Web Development

The Venus Project website is the digital face of the organization but it’s something significantly different than most commercial websites. It aims to provide information to its audience in a systematic way so they are able to learn easily from the vast pool of knowledge that has been collected throughout the years. Continuous improvement is at the heart of the ideology proposed by The Venus Project and we always strive to design and create better content. We are only a handful of volunteers who are constantly improving the website and we would love to have you on board with us.

We are responsible for:

  • Ensuring that all functionality on the website consistently works as expected;
  • Researching, testing and implementing technical solutions to problems that The Venus Project faces in pursuing its Aims and Proposals;
  • Further developing The Venus Project’s web platform and the underlying infrastructure
  • Maintaining and bug-fixing the servers and the software

Our Website is hosted at SiteGround and at the core it’s driven by the content management system WordPress.

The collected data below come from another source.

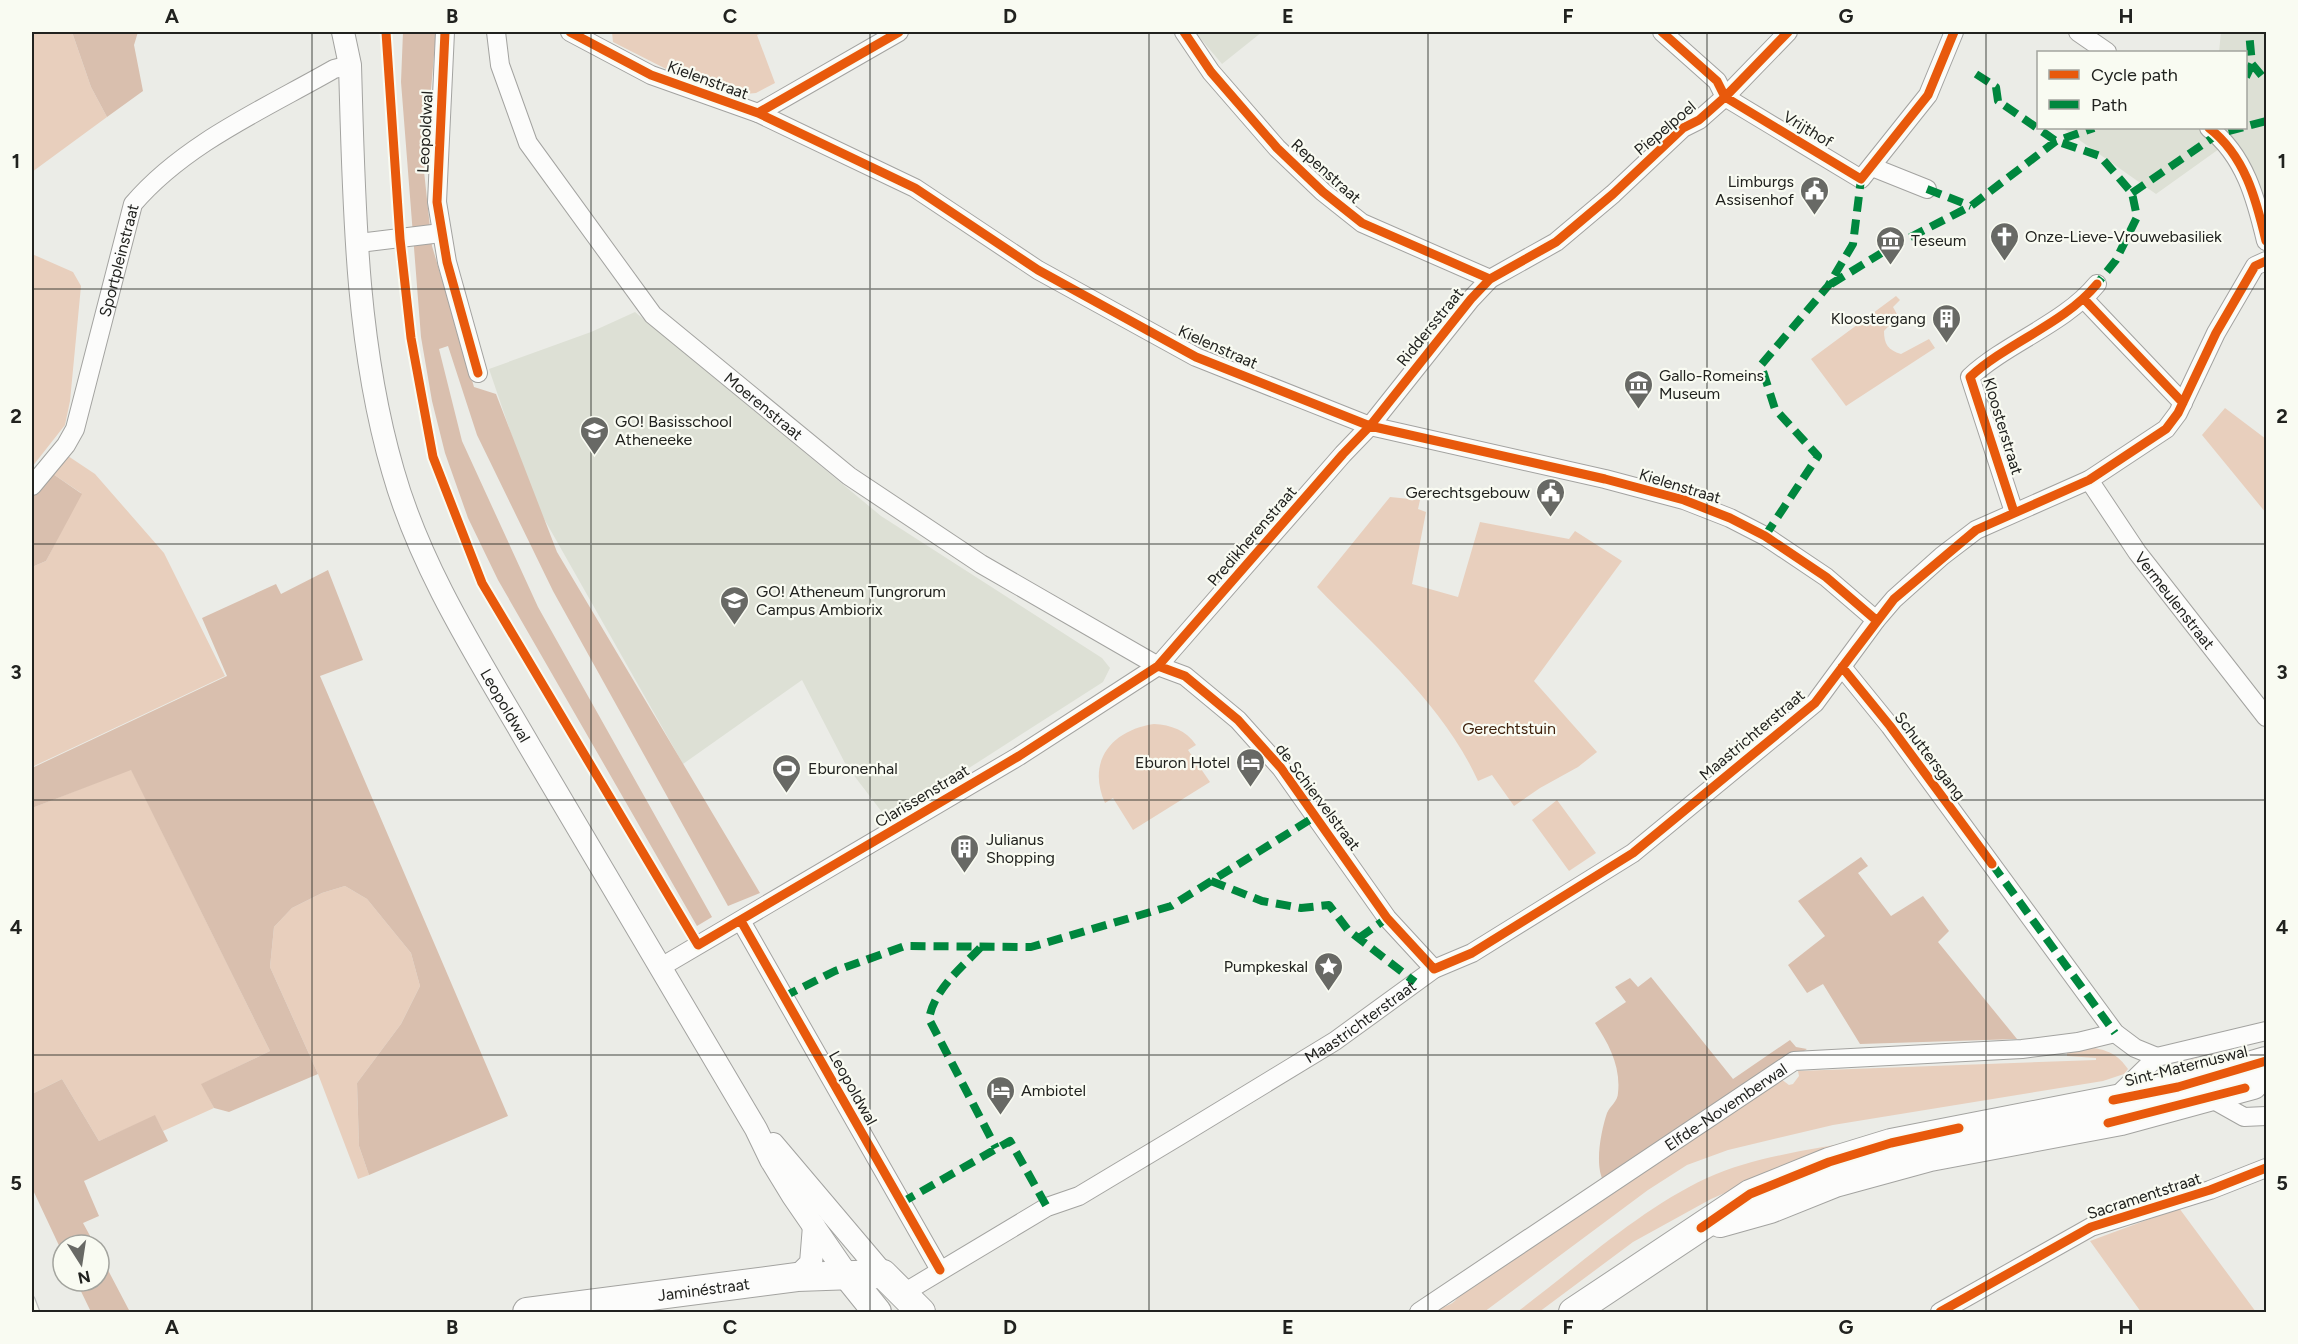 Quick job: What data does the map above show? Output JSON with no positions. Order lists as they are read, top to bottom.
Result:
{
  "streets": {
    "main road": [
      "Leopoldwal",
      "Maastrichterstraat",
      "Sint-Maternuswal",
      "Jaminéstraat"
    ],
    "street": [
      "Kielenstraat",
      "Piepelpoel",
      "Vrijthof",
      "Repenstraat",
      "Sportpleinstraat",
      "Riddersstraat",
      "Moerenstraat",
      "Kloosterstraat",
      "Predikherenstraat",
      "Vermeulenstraat",
      "Schuttersgang",
      "Clarissenstraat",
      "de Schiervelstraat",
      "Elfde-Novemberwal",
      "Sacramentstraat"
    ]
  },
  "crossings": [
    ["Kielenstraat", "Riddersstraat"],
    ["Kielenstraat", "Predikherenstraat"],
    ["Kielenstraat", "Maastrichterstraat"],
    ["Piepelpoel", "Vrijthof"],
    ["Piepelpoel", "Riddersstraat"],
    ["Leopoldwal", "Sportpleinstraat"],
    ["Leopoldwal", "Maastrichterstraat"],
    ["Leopoldwal", "Clarissenstraat"],
    ["Leopoldwal", "Jaminéstraat"],
    ["Repenstraat", "Riddersstraat"],
    ["Riddersstraat", "Predikherenstraat"],
    ["Moerenstraat", "Predikherenstraat"],
    ["Moerenstraat", "Clarissenstraat"],
    ["Moerenstraat", "de Schiervelstraat"],
    ["Kloosterstraat", "Maastrichterstraat"],
    ["Predikherenstraat", "Clarissenstraat"],
    ["Predikherenstraat", "de Schiervelstraat"],
    ["Vermeulenstraat", "Maastrichterstraat"],
    ["Maastrichterstraat", "Schuttersgang"],
    ["Maastrichterstraat", "de Schiervelstraat"],
    ["Maastrichterstraat", "Jaminéstraat"],
    ["Schuttersgang", "Sint-Maternuswal"],
    ["Schuttersgang", "Elfde-Novemberwal"],
    ["Clarissenstraat", "de Schiervelstraat"]
  ],
  "parks": ["Gerechtstuin"],
  "places": {
    "public building": ["Limburgs Assisenhof", "Gerechtsgebouw"],
    "church": ["Onze-Lieve-Vrouwebasiliek"],
    "museum": ["Teseum", "Gallo-Romeins Museum"],
    "building": ["Kloostergang", "Julianus Shopping"],
    "school or university": ["GO! Basisschool Atheneeke", "GO! Atheneum Tungrorum Campus Ambiorix"],
    "hotel": ["Eburon Hotel", "Ambiotel"],
    "sports": ["Eburonenhal"],
    "place": ["Pumpkeskal"]
  },
  "legend": ["Cycle path", "Path"],
  "north": "bottom",
  "grid": {
    "columns": [
      "A",
      "B",
      "C",
      "D",
      "E",
      "F",
      "G",
      "H"
    ],
    "rows": [
      "1",
      "2",
      "3",
      "4",
      "5"
    ]
  }
}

The core functionality is provided by these plugins and extensions:

We are always looking for new people with skills and enthusiasm to take The Venus Project’s website to a new level. We value experience and professionalism but most of all we value the efforts of people that are dedicated to this cause.

If you want to contribute to the constantly ongoing web development, these are the requirements:

  • Experience with any of the above platforms, extensions and plugins
  • Knowledge of some or all of the following:
    • PHP
    • MySQL
    • Javascript/jQuery
    • HTML / CSS
    • Apache
    • nginx
    • Linux server administration
    • Web security expertise
    • Postmaster skills

Don’t worry if none of this applies to you. You can still become a part of the team. If you don’t possess any of the mentioned skills but you would like to learn them, see the section below. It will provide you a learning path so that you would eventually be able to join our team and contribute.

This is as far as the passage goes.